Discussion Questions:

  1. What, according to Socrates, produces the good of a thing?
  2. What does Socrates mean when he suggests that the source of Callicles’ error is his neglect of geometry?
  3. What must one do to avoid suffering injustice in a city, on Socrates’ account?
  4. Why does Callicles find it “galling” that “someone who’s worthless” can take “a good and beautiful life” from an innocent man?
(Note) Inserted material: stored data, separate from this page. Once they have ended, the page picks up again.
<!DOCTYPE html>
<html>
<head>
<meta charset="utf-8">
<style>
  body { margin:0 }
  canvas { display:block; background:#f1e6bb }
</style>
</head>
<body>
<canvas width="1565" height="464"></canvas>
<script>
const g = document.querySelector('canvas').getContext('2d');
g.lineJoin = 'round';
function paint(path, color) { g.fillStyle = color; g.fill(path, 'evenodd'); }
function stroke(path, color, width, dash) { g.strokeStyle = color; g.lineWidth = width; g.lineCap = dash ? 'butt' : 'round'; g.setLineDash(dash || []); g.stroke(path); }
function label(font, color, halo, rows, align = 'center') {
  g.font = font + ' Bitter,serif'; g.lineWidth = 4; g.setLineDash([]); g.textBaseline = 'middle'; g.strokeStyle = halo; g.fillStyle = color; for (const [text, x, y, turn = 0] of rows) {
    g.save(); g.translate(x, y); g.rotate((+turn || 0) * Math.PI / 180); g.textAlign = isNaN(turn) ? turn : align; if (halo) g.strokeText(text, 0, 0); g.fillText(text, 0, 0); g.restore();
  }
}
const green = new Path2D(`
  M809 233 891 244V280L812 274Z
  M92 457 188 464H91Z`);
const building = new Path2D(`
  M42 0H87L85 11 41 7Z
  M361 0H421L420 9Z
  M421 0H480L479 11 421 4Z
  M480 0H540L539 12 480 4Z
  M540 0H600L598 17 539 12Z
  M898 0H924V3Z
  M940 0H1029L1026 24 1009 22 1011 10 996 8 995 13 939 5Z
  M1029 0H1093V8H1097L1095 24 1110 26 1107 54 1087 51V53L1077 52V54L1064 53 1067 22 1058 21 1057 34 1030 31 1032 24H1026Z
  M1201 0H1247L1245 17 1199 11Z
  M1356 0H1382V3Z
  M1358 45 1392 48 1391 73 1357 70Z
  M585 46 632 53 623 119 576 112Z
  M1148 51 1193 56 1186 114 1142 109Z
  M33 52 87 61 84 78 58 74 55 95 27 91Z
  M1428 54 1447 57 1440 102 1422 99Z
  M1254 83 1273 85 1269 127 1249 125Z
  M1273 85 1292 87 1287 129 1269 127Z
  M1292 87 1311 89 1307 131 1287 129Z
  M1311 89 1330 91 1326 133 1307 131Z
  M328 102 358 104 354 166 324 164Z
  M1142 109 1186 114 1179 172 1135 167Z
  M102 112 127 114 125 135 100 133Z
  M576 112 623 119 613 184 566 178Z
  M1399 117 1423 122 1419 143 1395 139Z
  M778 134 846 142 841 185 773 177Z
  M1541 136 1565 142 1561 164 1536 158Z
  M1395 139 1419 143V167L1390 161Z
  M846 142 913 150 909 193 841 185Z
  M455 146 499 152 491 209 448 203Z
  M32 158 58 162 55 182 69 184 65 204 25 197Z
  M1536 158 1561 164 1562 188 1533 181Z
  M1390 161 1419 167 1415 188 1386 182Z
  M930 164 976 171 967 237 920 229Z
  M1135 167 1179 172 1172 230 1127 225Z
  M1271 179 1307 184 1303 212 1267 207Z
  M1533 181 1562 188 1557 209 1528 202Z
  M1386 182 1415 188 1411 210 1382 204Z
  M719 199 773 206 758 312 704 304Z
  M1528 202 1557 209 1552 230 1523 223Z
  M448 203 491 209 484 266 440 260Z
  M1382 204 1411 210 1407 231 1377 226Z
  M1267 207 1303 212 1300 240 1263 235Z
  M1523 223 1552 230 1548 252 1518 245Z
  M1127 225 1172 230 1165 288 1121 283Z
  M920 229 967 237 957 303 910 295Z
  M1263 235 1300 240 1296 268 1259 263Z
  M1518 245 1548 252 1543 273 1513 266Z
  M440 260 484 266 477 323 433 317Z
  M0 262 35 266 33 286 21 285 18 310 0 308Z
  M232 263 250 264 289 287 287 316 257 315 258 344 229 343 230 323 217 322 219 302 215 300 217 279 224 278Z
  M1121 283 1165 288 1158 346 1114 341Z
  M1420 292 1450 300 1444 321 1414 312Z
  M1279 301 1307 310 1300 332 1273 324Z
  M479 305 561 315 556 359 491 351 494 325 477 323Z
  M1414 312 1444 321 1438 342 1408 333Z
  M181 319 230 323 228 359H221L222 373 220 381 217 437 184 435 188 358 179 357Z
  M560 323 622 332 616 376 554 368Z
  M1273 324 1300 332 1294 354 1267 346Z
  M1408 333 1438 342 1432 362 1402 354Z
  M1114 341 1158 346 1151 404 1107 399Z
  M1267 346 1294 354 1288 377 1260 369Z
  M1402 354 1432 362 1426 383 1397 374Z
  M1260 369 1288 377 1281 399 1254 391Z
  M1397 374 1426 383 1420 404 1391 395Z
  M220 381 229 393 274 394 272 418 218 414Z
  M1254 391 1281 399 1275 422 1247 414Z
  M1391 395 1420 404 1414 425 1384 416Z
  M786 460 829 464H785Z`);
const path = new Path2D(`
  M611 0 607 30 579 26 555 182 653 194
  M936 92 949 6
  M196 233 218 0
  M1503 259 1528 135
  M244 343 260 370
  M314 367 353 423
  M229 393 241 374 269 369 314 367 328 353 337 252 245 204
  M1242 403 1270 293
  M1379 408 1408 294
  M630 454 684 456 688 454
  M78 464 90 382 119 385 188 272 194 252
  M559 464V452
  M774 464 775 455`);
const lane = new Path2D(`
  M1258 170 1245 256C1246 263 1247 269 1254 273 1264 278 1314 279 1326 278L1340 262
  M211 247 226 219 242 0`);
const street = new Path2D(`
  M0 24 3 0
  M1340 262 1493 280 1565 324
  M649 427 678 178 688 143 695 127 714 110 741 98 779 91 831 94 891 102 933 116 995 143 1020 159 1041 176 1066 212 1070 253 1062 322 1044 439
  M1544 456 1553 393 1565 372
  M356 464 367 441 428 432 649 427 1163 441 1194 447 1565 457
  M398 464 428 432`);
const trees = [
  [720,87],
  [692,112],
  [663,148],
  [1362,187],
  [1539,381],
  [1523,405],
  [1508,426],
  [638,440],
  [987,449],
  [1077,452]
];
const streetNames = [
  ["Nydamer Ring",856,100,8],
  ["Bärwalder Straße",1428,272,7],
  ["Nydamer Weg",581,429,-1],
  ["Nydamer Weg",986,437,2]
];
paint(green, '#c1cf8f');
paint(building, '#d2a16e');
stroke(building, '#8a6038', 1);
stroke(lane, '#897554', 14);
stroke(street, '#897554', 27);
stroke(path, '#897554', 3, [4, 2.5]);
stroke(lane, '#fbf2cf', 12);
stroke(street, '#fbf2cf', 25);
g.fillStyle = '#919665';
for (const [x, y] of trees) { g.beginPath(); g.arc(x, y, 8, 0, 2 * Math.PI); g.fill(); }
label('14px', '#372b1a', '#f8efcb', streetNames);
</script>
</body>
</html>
Given his previously stated opinions, shouldn’t he find that state of affairs natural and unobjectionable?
  5. How, according to Socrates, is rhetoric akin to helmsmanship?
  6. How does the comparison Socrates makes between rhetoric and medicine at 512D
    compare to the relation between the two indicated by the larger analogy he makes at 465B–D?
  7. Callicles remarks that “something about what you’re saying seems good to me, Socrates—I don’t know what it is—but I’m having the experience most people do: I’m not entirely persuaded by you.” Do you share his experience of being divided in your reactions to Socrates? What is the source of this division?
  8. How can Socrates claim to be “one of a few Athenians, not to say the only one, to make an attempt at the political art in the true sense,” although he famously steers clear of Athenian politics (521B)?

Readings:

 

Discussion Questions:

  1. What happens in Plato’s Gorgias? Does anyone learn anything?
  2. How does Socrates manage to get people to bear witness against themselves?
  3. For the last fourth of the dialogue, Socrates speaks almost alone, and Callicles has long since given up on the conversation. Why does Socrates continue? Is he beating a dead horse?
  4. Throughout the Gorgias, Socrates makes extreme arguments. Are there moderate
    versions of Socrates’ arguments that seem more plausible? If so, why does he take such extreme positions?
  5. What can this dialogue, set in a strange context and a distant time, teach us about power, virtue, and the proper use of speech in politics?